C’est donc en 2009 que l’EEAM est arrivée à Albi grâce à un partenariat financier et logistique avec la ville (portant notamment sur la réhabilitation, voir le lien tout en bas), pour s’agrandir. Elle était jusqu’alors basée à Rabastens, mais coincée dans les locaux d’un autre passé industriel, elle cherchait à s’agrandir. L’école est à la fois une école supérieure privée,  un centre de formation professionnelle et un département de recherche et de développement. C’est aussi un lieu d’échange international (Espagne, Maroc, Italie, Chine…), de congrès, de jumelage, autour des métiers d’art et des matières, et participe aussi à de nombreux partenariats avec le réseau universitaire (Ecole des Mines d’Albi, Université Champollion, divers départements et écoles supérieurs de Toulouse (INSA, Ecole de Chimie etc…). Elle y forme des professionnels (artisans, entreprises du bâtiment etc…), mais aussi des étudiants qui cherchent un perfectionnement, ou bien encore des amateurs (avertis et déjà éclairés quand même…) et des personnes en voie de professionnalisation. Enfin c’est aussi et peut-être surtout un lieu de recherches, d’expérimentations, à la fois empirique mais aussi pratique puisque les formateurs et les étudiants participent à des restaurations très concrètes dans le cadre de programmes ou de commandes publiques ou privées, en collaborant avec des corps de métiers variés (architectes des bâtiments de France, archivistes, conservateurs, historiens de l’art, les industriels etc…). Le point commun entre toutes ces formations et ces réseaux est la promotion des techniques ancestrales de construction et décoration, en les associant aux techniques et découvertes les plus modernes, autour de valeurs écologiques par l’utilisation de matériaux « nobles » (terre, chaux, plâtre…)
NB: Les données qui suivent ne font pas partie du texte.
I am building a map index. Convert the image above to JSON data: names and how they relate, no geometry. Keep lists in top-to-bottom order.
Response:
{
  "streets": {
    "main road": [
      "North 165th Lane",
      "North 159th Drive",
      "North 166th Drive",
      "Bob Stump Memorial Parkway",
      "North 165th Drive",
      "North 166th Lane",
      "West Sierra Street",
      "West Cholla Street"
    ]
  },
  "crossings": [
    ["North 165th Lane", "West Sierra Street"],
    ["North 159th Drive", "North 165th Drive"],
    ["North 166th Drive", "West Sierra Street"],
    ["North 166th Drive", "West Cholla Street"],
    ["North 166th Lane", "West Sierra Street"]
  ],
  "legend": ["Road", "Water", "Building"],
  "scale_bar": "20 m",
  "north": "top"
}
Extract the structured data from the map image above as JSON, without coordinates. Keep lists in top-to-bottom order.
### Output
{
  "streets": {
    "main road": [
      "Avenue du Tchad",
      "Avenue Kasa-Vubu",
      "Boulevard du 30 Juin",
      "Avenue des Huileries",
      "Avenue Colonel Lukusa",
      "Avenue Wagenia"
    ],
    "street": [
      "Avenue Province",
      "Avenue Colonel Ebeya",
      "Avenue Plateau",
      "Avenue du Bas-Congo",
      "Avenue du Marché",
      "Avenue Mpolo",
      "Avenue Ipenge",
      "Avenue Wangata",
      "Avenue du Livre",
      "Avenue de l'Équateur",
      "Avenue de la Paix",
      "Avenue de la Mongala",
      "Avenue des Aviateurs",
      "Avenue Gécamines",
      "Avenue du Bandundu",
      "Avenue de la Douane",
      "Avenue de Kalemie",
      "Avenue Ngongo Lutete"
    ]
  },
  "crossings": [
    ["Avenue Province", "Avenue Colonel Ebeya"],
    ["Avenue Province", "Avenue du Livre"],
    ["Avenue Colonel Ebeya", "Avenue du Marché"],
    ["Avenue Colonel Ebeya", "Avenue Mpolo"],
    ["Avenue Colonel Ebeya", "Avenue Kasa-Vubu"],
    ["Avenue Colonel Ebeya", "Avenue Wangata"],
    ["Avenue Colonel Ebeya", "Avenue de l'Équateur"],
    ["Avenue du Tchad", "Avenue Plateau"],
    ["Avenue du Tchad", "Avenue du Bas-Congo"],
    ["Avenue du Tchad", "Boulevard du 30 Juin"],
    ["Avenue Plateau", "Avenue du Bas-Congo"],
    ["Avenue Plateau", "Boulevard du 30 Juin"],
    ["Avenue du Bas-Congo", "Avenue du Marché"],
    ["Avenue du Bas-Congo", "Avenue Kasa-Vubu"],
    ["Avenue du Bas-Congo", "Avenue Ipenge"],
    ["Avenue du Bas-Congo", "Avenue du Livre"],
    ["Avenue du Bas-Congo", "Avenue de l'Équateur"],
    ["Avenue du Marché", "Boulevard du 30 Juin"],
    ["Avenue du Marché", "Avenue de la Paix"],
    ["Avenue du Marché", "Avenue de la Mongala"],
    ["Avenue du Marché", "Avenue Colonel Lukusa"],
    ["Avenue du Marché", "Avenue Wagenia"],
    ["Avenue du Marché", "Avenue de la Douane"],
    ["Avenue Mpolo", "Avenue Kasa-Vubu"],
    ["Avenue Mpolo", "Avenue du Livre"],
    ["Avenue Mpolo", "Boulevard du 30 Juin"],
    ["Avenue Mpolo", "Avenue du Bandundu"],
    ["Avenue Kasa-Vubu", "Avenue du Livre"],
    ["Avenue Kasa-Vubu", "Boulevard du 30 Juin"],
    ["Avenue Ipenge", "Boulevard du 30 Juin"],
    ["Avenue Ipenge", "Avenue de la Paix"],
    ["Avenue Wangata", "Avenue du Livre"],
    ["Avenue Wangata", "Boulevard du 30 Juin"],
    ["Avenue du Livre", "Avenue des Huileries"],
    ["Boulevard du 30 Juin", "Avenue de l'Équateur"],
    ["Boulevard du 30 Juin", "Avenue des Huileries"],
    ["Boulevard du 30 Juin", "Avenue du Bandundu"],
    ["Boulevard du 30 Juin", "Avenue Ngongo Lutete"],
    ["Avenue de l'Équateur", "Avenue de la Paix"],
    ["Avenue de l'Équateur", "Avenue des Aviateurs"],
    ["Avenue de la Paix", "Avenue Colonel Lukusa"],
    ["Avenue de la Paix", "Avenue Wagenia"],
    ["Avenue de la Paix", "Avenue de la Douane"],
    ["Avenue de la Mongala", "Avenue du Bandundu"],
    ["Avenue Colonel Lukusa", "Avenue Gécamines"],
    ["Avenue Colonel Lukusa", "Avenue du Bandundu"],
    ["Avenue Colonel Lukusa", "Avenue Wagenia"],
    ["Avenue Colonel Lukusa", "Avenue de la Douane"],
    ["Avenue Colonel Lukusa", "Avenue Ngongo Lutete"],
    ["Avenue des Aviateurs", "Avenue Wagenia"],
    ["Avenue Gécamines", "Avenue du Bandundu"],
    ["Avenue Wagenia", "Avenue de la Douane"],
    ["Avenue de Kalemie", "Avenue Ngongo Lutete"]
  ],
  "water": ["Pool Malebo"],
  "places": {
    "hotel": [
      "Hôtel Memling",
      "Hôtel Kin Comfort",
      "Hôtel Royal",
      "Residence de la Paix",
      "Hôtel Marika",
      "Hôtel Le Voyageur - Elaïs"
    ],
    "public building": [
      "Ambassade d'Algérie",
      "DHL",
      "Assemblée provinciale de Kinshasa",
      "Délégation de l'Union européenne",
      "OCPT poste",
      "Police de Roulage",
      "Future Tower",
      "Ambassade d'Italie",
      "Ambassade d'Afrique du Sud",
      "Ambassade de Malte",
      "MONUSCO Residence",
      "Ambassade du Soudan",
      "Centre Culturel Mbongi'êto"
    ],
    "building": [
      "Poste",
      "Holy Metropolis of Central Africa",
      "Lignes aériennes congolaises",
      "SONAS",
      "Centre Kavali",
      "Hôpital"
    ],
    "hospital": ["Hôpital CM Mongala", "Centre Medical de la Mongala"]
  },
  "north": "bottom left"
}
20160402_160445 20160402_155607L’enseignement est aussi varié que les matières travaillées. Le cycle le plus long dure 3 ans pour obtenir le diplôme européen de Bachelor Designer-matiériste, si si ça existe. On trouve ensuite des formations  de niveau IV et V sur plusieurs mois (1100 heures)  : matiériste-coloriste en décor de sols, maçon bâti ancien, peintre en décor, matiériste-coloriste en décor mural. Il y a également des formations plus concentrées et intenses (de 2 jours à 10 semaines consécutives) spécialisées par matériaux (enduits, chaux, terre, plâtre, tadelakt, stucs, terrezo etc…).  Ces dernières fonctionnent sur des journées continues ou par modules, et sont plus destinées à des professionnels cherchant à compléter leur palette d’intervention ou à se perfectionner dans leur domaine d’expertise . Enfin pour les particuliers qui voudraient tâter de la matière, il existe des universités d’été (certainement plus concrètes que d’autres…). Voilà pour la présentation.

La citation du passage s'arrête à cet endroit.